## [Task description]
Exactly reproduce the lines from the top of the entries below through the line containing "for (const r", with both ends included.

## [Stored records]
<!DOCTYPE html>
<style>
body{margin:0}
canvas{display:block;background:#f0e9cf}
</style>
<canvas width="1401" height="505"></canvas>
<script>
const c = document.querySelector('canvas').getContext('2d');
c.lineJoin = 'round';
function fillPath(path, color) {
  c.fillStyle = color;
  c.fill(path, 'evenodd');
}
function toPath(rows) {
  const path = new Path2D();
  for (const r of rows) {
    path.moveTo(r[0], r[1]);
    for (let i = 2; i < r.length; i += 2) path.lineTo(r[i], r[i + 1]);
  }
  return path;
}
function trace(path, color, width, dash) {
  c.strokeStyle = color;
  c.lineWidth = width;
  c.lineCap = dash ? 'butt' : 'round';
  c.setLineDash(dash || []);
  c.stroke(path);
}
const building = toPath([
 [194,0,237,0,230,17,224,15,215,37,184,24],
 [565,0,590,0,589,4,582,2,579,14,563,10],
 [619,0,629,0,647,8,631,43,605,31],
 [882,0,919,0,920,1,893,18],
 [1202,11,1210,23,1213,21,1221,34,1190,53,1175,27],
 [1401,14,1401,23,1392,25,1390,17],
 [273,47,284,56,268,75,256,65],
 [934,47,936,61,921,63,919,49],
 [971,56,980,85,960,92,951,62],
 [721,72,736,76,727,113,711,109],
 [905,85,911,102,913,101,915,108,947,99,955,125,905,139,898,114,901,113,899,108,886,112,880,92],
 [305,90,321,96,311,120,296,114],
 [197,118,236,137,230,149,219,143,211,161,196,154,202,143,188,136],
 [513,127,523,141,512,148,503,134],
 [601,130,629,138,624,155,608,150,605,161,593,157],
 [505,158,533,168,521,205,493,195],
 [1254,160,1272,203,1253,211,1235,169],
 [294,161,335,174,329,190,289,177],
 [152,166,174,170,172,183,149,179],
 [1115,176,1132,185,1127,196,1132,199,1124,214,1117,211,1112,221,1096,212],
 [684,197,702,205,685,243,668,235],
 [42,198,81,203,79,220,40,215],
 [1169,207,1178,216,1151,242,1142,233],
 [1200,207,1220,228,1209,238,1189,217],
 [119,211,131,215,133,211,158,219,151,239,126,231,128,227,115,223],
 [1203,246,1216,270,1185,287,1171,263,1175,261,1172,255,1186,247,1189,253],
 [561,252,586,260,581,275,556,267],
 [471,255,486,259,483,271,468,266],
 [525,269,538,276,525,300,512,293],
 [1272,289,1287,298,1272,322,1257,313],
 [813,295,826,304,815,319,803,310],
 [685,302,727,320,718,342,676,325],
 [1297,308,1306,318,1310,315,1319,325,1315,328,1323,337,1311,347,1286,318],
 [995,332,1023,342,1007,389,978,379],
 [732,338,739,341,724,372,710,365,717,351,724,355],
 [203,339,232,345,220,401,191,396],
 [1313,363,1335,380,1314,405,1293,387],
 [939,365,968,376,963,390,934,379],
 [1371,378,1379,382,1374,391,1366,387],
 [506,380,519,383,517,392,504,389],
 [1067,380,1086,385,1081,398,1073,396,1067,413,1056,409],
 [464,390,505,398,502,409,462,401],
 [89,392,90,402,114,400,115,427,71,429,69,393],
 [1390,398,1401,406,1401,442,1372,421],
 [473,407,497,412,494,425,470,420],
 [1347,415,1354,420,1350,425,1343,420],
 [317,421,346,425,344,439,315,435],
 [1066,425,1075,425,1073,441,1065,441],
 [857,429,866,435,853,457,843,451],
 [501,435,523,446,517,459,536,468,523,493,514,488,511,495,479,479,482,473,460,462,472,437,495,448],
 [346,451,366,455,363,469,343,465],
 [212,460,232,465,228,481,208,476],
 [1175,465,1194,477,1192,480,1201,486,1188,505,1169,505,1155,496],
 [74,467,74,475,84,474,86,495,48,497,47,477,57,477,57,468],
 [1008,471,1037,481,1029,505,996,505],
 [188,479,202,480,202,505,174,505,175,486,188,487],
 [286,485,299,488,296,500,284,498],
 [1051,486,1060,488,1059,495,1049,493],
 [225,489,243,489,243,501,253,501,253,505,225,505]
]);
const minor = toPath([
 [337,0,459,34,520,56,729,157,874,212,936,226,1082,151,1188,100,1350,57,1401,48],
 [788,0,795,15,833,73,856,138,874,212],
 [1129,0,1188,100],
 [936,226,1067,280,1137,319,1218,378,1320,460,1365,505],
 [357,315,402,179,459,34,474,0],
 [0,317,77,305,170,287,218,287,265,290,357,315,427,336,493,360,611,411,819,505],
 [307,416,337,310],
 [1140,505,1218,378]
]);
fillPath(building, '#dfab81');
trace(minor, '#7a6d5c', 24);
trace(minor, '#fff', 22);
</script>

## [Output below]
<!DOCTYPE html>
<style>
body{margin:0}
canvas{display:block;background:#f0e9cf}
</style>
<canvas width="1401" height="505"></canvas>
<script>
const c = document.querySelector('canvas').getContext('2d');
c.lineJoin = 'round';
function fillPath(path, color) {
  c.fillStyle = color;
  c.fill(path, 'evenodd');
}
function toPath(rows) {
  const path = new Path2D();
  for (const r of rows) {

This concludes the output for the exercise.